Under the law, banks are granted a kind of year-long grace period to stop doing business with entities and individuals the State Department determines to be “primary offenders” when it comes to undermining Hong Kong’s autonomy. Neither Trump nor his administration specified which Chinese officials might be sanctioned.
After that period, the Treasury Department can impose a variety of penalties on those institutions, including barring top executives from entering the U.S. and restricting the ability to engage in U.S. dollar-denominated transactions, according to Pat Toomey, a Pennsylvania Republican who co-sponsored the legislation.
“These measures, alongside Beijing’s own crackdown, place Hong Kong at the very front lines of the increasing tensions between the U.S. and China,” said Antony Dapiran, a Hong Kong-based lawyer and author of “City on Fire: The Fight for Hong Kong.”
Equities in Hong Kong slipped on Wednesday morning, with the benchmark Hang Seng Index losing 0.5% to head for the lowest close since July 2. Chinese technology firms led the losses, along with Hong Kong property developers. Shares on the mainland fell for a second session.
Prominent pro-establishment Hong Kong lawmaker Regina Ip pushed back against Trump’s measures, saying they would “only end up diminishing U.S. influence” in the city.

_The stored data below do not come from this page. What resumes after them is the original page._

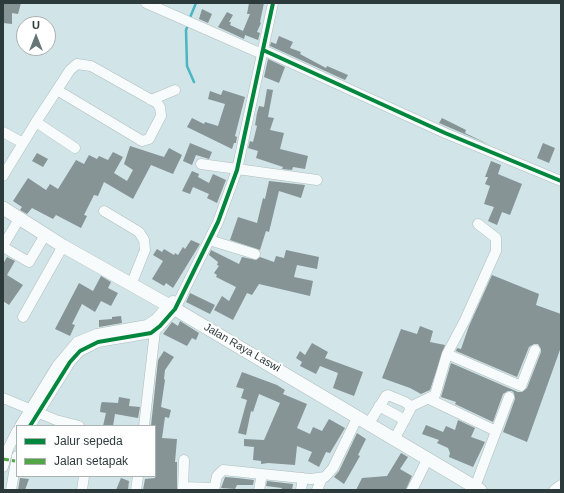 <!DOCTYPE html>
<style>
body{margin:0}
#map{position:relative;width:564px;height:493px;overflow:hidden;background:#d1e4e7;font-family:Arial,sans-serif}
canvas{display:block}
.frame{position:absolute;inset:0;border:4px solid #2d3a3c;pointer-events:none}
.legend{position:absolute;left:16px;top:425px;width:140px;height:52px;box-sizing:border-box;background:#fff;border:1px solid #abb0b1;margin:0;padding:5px 7px;list-style:none;font-size:12px;color:#2d3a3c}
.legend li{display:flex;align-items:center;gap:8px;height:20px}
.legend b{width:20px;border:1px solid #abb0b1}
.north{position:absolute;left:16px;top:16px;width:40px;height:40px;box-sizing:border-box;background:#fff;border:1px solid #abb0b1;border-radius:50%;rotate:0deg;font-size:11px;font-weight:700;line-height:16px;text-align:center;color:#2d3a3c}
.north::after{content:'';display:block;margin:auto;width:14px;height:18px;background:#667678;clip-path:polygon(50% 0,100% 100%,50% 72%,0 100%)}
</style>
<div id="map">
<canvas width="564" height="493"></canvas>
<div class="frame"></div>
<ul class="legend">
<li><b style="height:5px;background:#00873e"></b>Jalur sepeda</li>
<li><b style="height:5px;background:#52a645"></b>Jalan setapak</li>
</ul>
<div class="north">U</div>
</div>
<script>
const ctx = document.querySelector('canvas').getContext('2d');
ctx.lineJoin = 'round';
const shape = rows => new Path2D(rows.map(r => 'M' + r).join(''));
function strokePath(path, color, width, dash) { ctx.strokeStyle = color; ctx.lineWidth = width; ctx.lineCap = dash ? 'butt' : 'round'; ctx.setLineDash(dash || []); ctx.stroke(path); }
function paint(path, color) { ctx.fillStyle = color; ctx.fill(path, 'evenodd'); }
function write(font, color, halo, rows, align = 'center') {
  ctx.font = font + ' Arial,sans-serif'; ctx.lineWidth = 4; ctx.setLineDash([]); ctx.textBaseline = 'middle'; ctx.strokeStyle = halo; ctx.fillStyle = color; for (const [text, x, y, turn = 0] of rows) {
    ctx.save(); ctx.translate(x, y); ctx.rotate((+turn || 0) * Math.PI / 180); ctx.textAlign = isNaN(turn) ? turn : align; if (halo) ctx.strokeText(text, 0, 0); ctx.fillText(text, 0, 0); ctx.restore();
  }
}
const stream = shape([
 [189,20,196,3],
 [188,25,186,30,187,66,194,82]
]);
const building = shape([
 [3,3,21,3,18,14,12,13,12,24,3,23],
 [249,3,264,3,260,22,261,23,257,32,260,33,258,40,245,35,244,39,218,27,227,12,233,15,229,22,231,22,230,25,243,31,250,14,247,14],
 [202,9,212,14,208,23,199,19],
 [279,36,293,42,290,48,301,52,300,54,326,68,327,66,348,75,345,80,270,46,271,42,276,44],
 [268,59,285,67,279,83,264,77],
 [267,89,273,90,268,117,274,118,270,130,284,133,280,149,308,156,305,169,293,167,292,170,282,169,283,167,256,158,258,151,248,148,250,141,253,142,257,126,255,125,257,113,259,106,264,107],
 [223,90,245,97,235,136,237,137,236,143,234,143,232,149,187,127,192,118,204,124,205,122,218,126,225,104,208,99,210,91,221,95],
 [442,118,466,130,465,133,490,145,439,123],
 [190,143,212,152,209,159,196,155,192,165,183,161],
 [543,143,555,148,549,163,537,158],
 [130,146,164,157,169,148,182,155,173,174,151,165,133,199,104,182,98,196,94,195,84,215,87,216,81,228,56,215,53,219,32,208,27,214,20,210,22,207,13,201,28,178,46,190,50,184,58,189,76,160,84,164,89,155,97,159,99,156,108,160,113,152,123,157,114,173,127,181,133,170,124,164],
 [37,153,48,159,43,167,32,161],
 [491,161,501,165,498,174,522,184,510,215,502,212,497,225,488,221,494,207,484,204,490,186,485,184,488,177,485,177],
 [192,171,199,174,198,177,209,183,213,174,226,180,217,203,207,198,209,194,193,187,190,194,182,191],
 [269,181,305,185,301,198,279,191,269,232,266,231,260,250,230,240,238,217,257,223,263,198,265,199],
 [191,240,200,244,173,288,166,283,164,286,152,279,163,261,153,255,157,249,162,252,164,249,174,255,175,253,178,255,183,247,185,249],
 [211,250,239,264,242,257,256,260,260,257,274,262,276,256,284,258,286,250,319,257,317,269,297,265,294,277,313,281,310,296,259,284,252,295,247,293,233,320,214,310,222,296,229,301,236,287,216,277,217,275,214,273,219,266,217,265,218,262,209,255],
 [7,257,15,261,7,275,23,285,9,305,3,301,3,264],
 [492,275,539,294,536,305,561,314,561,347,527,442,503,432,515,399,514,393,512,391,508,391,503,394,493,422,455,404,456,402,441,397,451,363,518,392,522,392,527,388,541,352,541,349,538,344,534,344,529,347,517,377,456,351,457,348,461,349,469,326],
 [101,276,111,282,108,288,118,293,111,306,101,301,95,312,82,304,72,324,75,325,70,336,55,329,79,283,93,291],
 [190,293,215,305,210,314,186,302],
 [121,316,122,323,99,327,99,320,112,319,112,317],
 [180,321,199,333,196,340,192,338,187,346,163,334,172,322,178,326],
 [420,326,433,331,430,342,445,345,430,390,421,394,410,388,382,378,401,329,417,334],
 [312,343,328,352,325,358,363,372,354,396,333,388,338,373,320,366,316,374,300,366,302,362,296,358,300,351,305,355],
 [164,351,174,357,165,370,164,379,165,380,161,407,171,410,169,418,165,417,162,438,177,439,175,462,177,462,177,490,143,490,145,479,155,478,155,426,151,426,158,360],
 [242,372,277,385,285,390,283,394,307,404,297,428,310,434,313,427,322,431,329,419,345,428,330,453,326,452,319,467,308,461,312,452,297,446,295,465,268,463,261,464,261,461,253,460,254,447,244,446,244,439,264,440,280,403,259,394,253,412,251,411,246,435,238,433,247,400,241,398,244,389,236,387],
 [119,397,130,399,129,406,140,407,138,418,115,414,113,426,103,426,106,413,100,412,101,404,102,402,118,403],
 [458,420,475,428,471,437,485,442,473,467,449,457,450,453,448,448,437,443,439,440,422,434,426,425,443,432,446,426,455,430],
 [357,433,366,439,358,455,360,456,344,484,334,477,339,471],
 [401,453,408,457,400,469,412,476,406,489,356,490,362,478,387,476],
 [225,477,237,478,254,480,253,485,237,485,235,489,221,488],
 [20,478,29,479,25,490,18,490],
 [121,478,129,481,128,490,116,490],
 [267,481,293,484,292,490,281,490,282,488,266,486]
]);
const minor = shape([
 [146,3,262,54],
 [263,50,445,133,561,181],
 [151,100,175,90],
 [36,122,75,148],
 [3,132,23,143],
 [201,164,317,180],
 [3,176,36,122,57,90,70,70,77,64,91,66,157,103,160,107,161,116,149,139,142,141,57,90],
 [104,211,139,232,144,240,145,250,131,285],
 [209,240,255,254],
 [3,246,19,219],
 [3,247,29,262,45,235],
 [23,317,63,246],
 [447,354,521,386,535,350],
 [3,398,56,420,79,426],
 [429,399,496,431],
 [379,406,405,420],
 [410,407,435,395,447,354,465,320,496,251,496,238,478,224],
 [369,423,386,396,388,395,405,402,409,405,410,410,395,438],
 [20,426,57,366,77,342,97,334,147,325,156,319,168,305,173,301],
 [30,426,70,362,80,351,98,342,151,333,160,326,175,309,218,222,237,170,273,3],
 [144,426,155,331],
 [3,467,8,449,17,431],
 [183,487,214,488],
 [475,487,509,397],
 [11,490,17,456],
 [82,490,84,476],
 [136,490,138,476],
 [183,490,184,460],
 [214,490,217,476,223,470,311,479,325,477,333,468,358,416],
 [259,490,262,474],
 [301,490,303,478],
 [317,490,322,478],
 [412,490,428,458],
 [554,490,561,485]
]);
const major = shape([
 [3,208,63,246,175,309,480,490]
]);
const quiet = shape([
 [3,459,15,461]
]);
const cycleway = shape([
 [263,50,445,133,561,181],
 [30,426,70,362,80,351,98,342,151,333,160,326,175,309,218,222,237,170,273,3]
]);
const streetNames = [
 ["Jalan Raya Laswi",242,348,30]
];
strokePath(stream, '#4ab6c1', 2.5);
paint(building, '#869496');
strokePath(minor, '#aebdbf', 11);
strokePath(major, '#aebdbf', 14);
strokePath(minor, '#f8fbfb', 10);
strokePath(major, '#f8fbfb', 13);
strokePath(quiet, '#52a645', 3, [6, 3]);
strokePath(cycleway, '#00873e', 4);
write('11px', '#2d3a3c', '#fff', streetNames);
</script>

“It will only drive more Hong Kong people to rely more and more on mainland China for support for our prosperity and stability,” Ip, a member of leader Carrie Lam’s advisory Executive Council, said in an interview with Bloomberg. “This will not really effect the foundations of Hong Kong’s success as an international financial center, because the financial measures will only be imposed on individuals and entities identified under the act — it’s not as sweeping as some have suggested.”